- _WORK ITEM_
Search the material below for the string "above" and extract each line that has it.

- _MATERIAL PROVIDED_
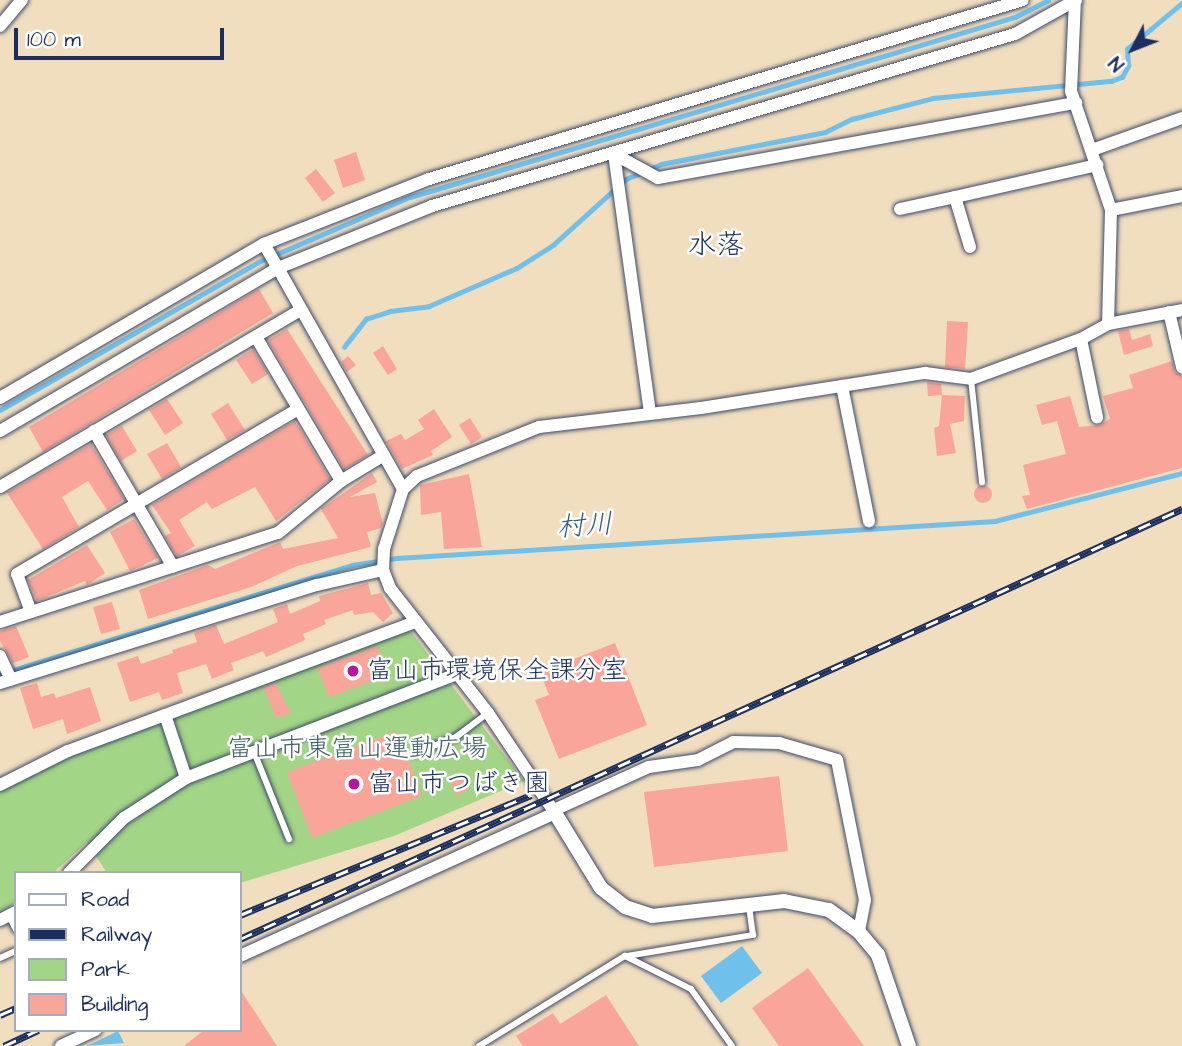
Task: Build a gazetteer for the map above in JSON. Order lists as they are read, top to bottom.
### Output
{
  "districts": ["水落"],
  "water": ["村川"],
  "parks": ["富山市東富山運動広場"],
  "places": ["富山市環境保全課分室", "富山市つばき園"],
  "legend": [
    "Road",
    "Railway",
    "Park",
    "Building"
  ],
  "scale_bar": "100 m",
  "north": "bottom left"
}
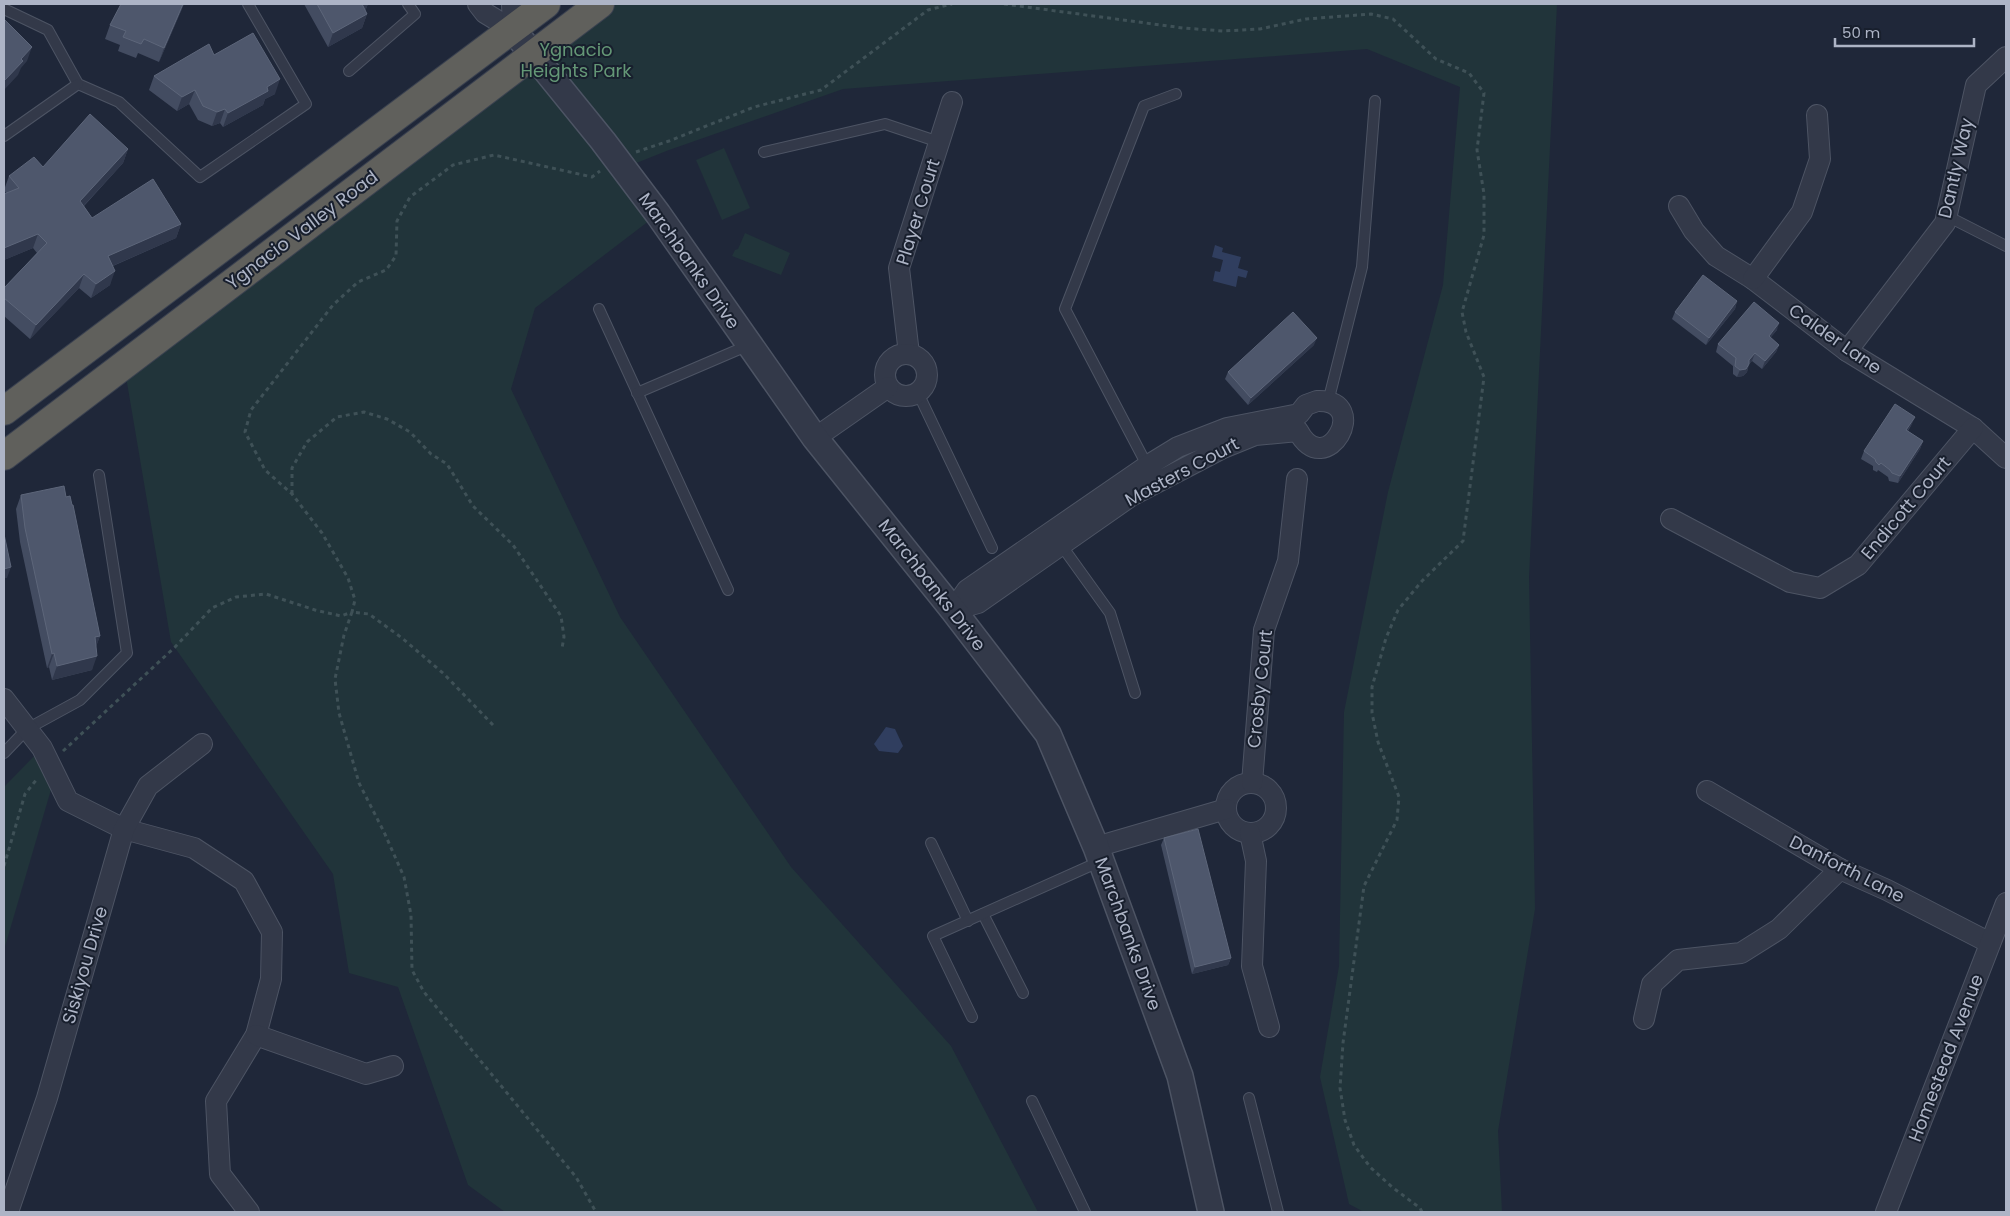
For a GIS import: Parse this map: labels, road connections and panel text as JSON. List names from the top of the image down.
{
  "streets": {
    "highway": ["Ygnacio Valley Road"],
    "street": [
      "Dantly Way",
      "Player Court",
      "Marchbanks Drive",
      "Calder Lane",
      "Masters Court",
      "Endicott Court",
      "Crosby Court",
      "Danforth Lane",
      "Siskiyou Drive",
      "Homestead Avenue"
    ]
  },
  "crossings": [
    ["Dantly Way", "Calder Lane"],
    ["Ygnacio Valley Road", "Marchbanks Drive"],
    ["Marchbanks Drive", "Masters Court"],
    ["Calder Lane", "Endicott Court"],
    ["Danforth Lane", "Homestead Avenue"]
  ],
  "parks": ["Ygnacio Heights Park"],
  "scale_bar": "50 m"
}
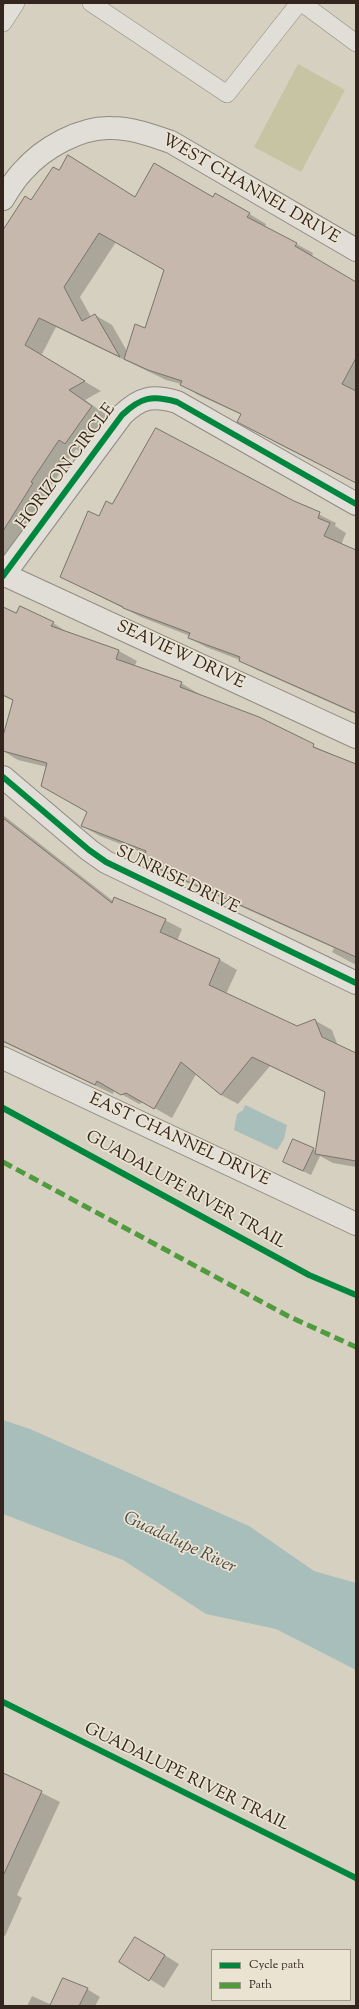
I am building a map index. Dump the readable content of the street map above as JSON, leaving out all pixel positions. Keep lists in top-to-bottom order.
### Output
{
  "streets": {
    "street": [
      "WEST CHANNEL DRIVE",
      "HORIZON CIRCLE",
      "SEAVIEW DRIVE",
      "SUNRISE DRIVE",
      "EAST CHANNEL DRIVE"
    ],
    "cycle path": ["GUADALUPE RIVER TRAIL"]
  },
  "crossings": [
    ["HORIZON CIRCLE", "SEAVIEW DRIVE"]
  ],
  "water": ["Guadalupe River"],
  "legend": ["Cycle path", "Path"]
}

- _SOLVED PROBLEM_
Task: Build a gazetteer for the map above in JSON. Order lists as they are read, top to bottom.
I am building a map index. Dump the readable content of the street map above as JSON, leaving out all pixel positions. Keep lists in top-to-bottom order.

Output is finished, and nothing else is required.